#### What this task involves
The answer should be each line from the entries below that has the word "lane" in it.

Working data: Begin

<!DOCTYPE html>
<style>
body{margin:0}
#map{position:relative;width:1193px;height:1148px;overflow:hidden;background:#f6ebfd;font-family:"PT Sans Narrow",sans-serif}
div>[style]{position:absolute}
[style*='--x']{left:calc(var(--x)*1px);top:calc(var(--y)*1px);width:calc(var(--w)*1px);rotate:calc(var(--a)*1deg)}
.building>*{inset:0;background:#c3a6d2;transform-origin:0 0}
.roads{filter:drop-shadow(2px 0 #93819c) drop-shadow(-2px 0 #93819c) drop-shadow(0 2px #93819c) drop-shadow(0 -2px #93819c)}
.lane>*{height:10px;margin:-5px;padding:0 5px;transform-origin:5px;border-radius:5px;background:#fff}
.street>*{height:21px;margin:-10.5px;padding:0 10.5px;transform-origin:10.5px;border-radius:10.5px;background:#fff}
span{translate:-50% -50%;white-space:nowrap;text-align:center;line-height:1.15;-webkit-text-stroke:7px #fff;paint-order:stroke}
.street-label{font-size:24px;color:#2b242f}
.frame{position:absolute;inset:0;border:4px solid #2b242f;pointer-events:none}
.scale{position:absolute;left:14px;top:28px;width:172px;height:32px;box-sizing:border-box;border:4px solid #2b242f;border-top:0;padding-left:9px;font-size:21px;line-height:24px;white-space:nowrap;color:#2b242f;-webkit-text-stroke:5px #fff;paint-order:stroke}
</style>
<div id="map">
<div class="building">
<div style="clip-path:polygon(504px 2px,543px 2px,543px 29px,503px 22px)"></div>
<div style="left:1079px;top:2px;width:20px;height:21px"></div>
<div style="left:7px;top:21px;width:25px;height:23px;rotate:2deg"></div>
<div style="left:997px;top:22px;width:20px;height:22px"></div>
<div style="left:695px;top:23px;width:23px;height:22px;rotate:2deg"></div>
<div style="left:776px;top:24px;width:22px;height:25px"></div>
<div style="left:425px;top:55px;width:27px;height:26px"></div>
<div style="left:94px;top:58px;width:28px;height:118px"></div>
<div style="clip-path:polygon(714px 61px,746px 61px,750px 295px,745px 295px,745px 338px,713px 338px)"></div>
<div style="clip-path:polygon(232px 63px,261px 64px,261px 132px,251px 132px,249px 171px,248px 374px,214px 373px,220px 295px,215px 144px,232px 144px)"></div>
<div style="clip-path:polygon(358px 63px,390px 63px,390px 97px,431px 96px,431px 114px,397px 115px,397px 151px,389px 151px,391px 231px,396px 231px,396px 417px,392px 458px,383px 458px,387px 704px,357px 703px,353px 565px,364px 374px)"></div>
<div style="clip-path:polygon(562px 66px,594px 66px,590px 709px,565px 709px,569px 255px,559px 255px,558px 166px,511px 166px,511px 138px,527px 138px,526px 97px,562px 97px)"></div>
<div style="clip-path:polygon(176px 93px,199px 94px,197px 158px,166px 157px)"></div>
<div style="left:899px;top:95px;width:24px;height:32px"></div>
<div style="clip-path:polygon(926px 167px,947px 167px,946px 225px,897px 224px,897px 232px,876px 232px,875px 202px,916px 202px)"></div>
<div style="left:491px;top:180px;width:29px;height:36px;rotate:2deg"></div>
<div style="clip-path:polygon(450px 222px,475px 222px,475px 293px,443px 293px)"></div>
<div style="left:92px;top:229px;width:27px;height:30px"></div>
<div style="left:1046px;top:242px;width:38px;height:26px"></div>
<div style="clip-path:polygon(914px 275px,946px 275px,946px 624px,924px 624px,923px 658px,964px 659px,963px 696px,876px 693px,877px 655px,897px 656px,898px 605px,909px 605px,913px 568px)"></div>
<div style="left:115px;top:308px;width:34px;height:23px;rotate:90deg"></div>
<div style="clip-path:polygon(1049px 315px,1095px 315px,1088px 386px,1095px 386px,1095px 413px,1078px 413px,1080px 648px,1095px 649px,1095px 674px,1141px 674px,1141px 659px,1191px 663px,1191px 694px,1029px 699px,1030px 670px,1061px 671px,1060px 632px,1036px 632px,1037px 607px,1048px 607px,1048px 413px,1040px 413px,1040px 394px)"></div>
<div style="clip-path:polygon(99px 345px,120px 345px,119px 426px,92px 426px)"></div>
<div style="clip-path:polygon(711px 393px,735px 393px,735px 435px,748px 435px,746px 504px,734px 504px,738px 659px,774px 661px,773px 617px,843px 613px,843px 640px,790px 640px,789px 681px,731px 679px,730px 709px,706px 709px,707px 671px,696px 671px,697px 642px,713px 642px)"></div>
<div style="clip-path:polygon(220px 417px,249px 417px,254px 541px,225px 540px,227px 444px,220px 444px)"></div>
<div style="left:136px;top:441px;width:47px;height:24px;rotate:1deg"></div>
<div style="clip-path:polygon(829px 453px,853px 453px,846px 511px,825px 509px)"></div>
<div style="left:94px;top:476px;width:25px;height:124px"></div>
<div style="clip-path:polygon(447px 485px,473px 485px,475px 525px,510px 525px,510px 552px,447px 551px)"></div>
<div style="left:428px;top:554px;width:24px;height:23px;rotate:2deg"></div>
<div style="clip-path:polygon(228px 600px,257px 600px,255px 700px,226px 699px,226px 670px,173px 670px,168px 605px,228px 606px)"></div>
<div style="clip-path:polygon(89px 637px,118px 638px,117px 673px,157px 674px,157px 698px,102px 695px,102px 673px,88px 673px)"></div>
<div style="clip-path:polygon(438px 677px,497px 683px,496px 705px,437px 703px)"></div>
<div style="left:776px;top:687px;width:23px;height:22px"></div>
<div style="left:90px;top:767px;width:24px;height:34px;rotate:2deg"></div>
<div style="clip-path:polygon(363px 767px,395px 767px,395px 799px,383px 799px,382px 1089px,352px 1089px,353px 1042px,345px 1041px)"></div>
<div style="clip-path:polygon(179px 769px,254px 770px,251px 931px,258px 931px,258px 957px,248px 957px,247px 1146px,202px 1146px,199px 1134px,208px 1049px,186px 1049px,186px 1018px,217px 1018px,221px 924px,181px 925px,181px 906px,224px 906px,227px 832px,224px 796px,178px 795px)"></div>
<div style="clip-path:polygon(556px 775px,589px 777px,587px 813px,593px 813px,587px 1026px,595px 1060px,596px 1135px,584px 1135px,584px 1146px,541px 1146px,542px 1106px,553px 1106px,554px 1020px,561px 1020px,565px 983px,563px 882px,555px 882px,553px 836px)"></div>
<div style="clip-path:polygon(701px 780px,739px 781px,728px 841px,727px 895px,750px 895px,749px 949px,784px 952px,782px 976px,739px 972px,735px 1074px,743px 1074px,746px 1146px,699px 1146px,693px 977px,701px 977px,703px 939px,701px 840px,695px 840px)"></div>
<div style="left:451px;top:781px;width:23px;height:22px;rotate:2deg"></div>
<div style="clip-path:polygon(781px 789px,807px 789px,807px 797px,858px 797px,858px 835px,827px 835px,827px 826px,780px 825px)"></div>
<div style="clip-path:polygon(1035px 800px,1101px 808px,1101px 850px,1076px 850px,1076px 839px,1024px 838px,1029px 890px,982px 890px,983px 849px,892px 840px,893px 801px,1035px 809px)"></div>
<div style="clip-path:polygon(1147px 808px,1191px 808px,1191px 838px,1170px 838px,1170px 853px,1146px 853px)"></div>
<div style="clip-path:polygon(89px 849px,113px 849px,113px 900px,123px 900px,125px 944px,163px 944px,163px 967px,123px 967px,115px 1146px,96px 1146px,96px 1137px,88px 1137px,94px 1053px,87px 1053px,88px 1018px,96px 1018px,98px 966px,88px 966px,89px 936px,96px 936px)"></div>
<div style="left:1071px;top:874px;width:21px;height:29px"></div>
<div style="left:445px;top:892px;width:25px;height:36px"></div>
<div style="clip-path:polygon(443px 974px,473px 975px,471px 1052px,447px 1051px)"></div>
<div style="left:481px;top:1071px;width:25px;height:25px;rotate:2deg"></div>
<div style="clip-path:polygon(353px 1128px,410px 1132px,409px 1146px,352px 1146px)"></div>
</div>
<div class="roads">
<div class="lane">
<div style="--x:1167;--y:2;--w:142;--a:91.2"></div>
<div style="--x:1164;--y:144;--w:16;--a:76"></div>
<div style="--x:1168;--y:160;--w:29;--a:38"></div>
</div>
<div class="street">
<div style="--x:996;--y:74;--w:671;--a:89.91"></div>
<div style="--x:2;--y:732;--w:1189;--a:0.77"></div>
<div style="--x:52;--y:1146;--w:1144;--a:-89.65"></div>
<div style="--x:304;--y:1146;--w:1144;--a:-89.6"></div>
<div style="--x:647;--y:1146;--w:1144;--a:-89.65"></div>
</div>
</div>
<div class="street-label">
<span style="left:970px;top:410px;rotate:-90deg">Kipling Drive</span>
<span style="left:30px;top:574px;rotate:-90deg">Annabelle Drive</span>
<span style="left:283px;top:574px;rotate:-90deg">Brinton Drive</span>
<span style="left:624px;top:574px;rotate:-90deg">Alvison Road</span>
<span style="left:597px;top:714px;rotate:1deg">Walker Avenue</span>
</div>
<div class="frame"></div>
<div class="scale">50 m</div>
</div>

Working data: End

#### Result below
.lane>*{height:10px;margin:-5px;padding:0 5px;transform-origin:5px;border-radius:5px;background:#fff}
<div class="lane">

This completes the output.